#### Requirement:
If an entry below holds a picture, leave the picture out and print the rest exactly.

#### Provided information:
----------------

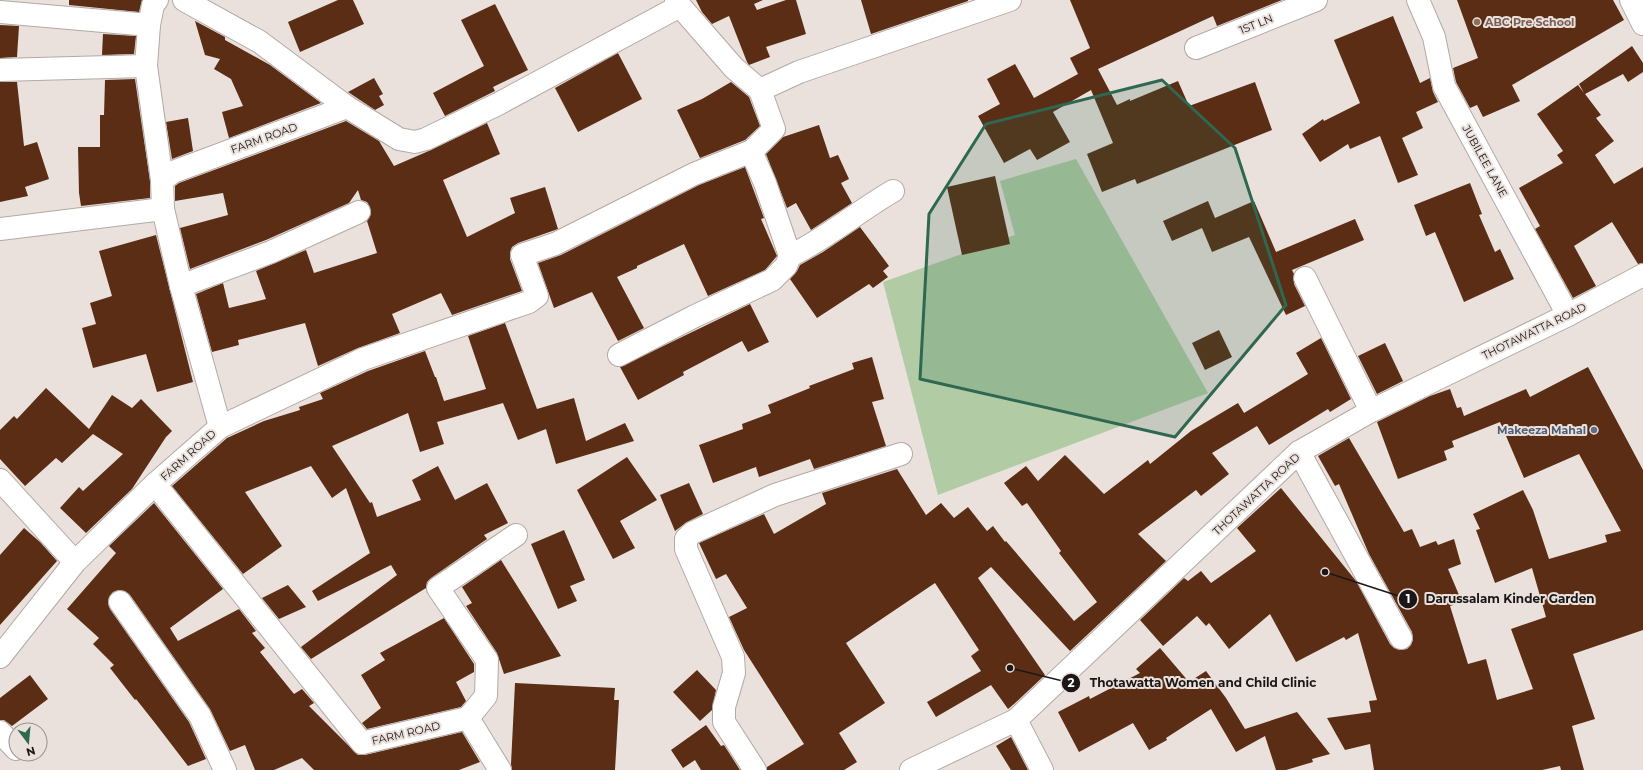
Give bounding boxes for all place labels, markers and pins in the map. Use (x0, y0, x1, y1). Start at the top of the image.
place label: ABC Pre School (1484, 15, 1574, 29)
marker: ABC Pre School (1472, 17, 1482, 27)
place label: Makeeza Mahal (1497, 423, 1586, 437)
marker: Makeeza Mahal (1589, 425, 1599, 435)
callout: Darussalam Kinder Garden (1398, 587, 1603, 611)
callout: Thotawatta Women and Child Clinic (1061, 671, 1324, 695)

----------------

#### Written reply:
Give bounding boxes for all place labels, markers and pins in the map. Use (x0, y0, x1, y1). Start at the top of the image.
place label: ABC Pre School (1484, 15, 1574, 29)
marker: ABC Pre School (1472, 17, 1482, 27)
place label: Makeeza Mahal (1497, 423, 1586, 437)
marker: Makeeza Mahal (1589, 425, 1599, 435)
callout: Darussalam Kinder Garden (1398, 587, 1603, 611)
callout: Thotawatta Women and Child Clinic (1061, 671, 1324, 695)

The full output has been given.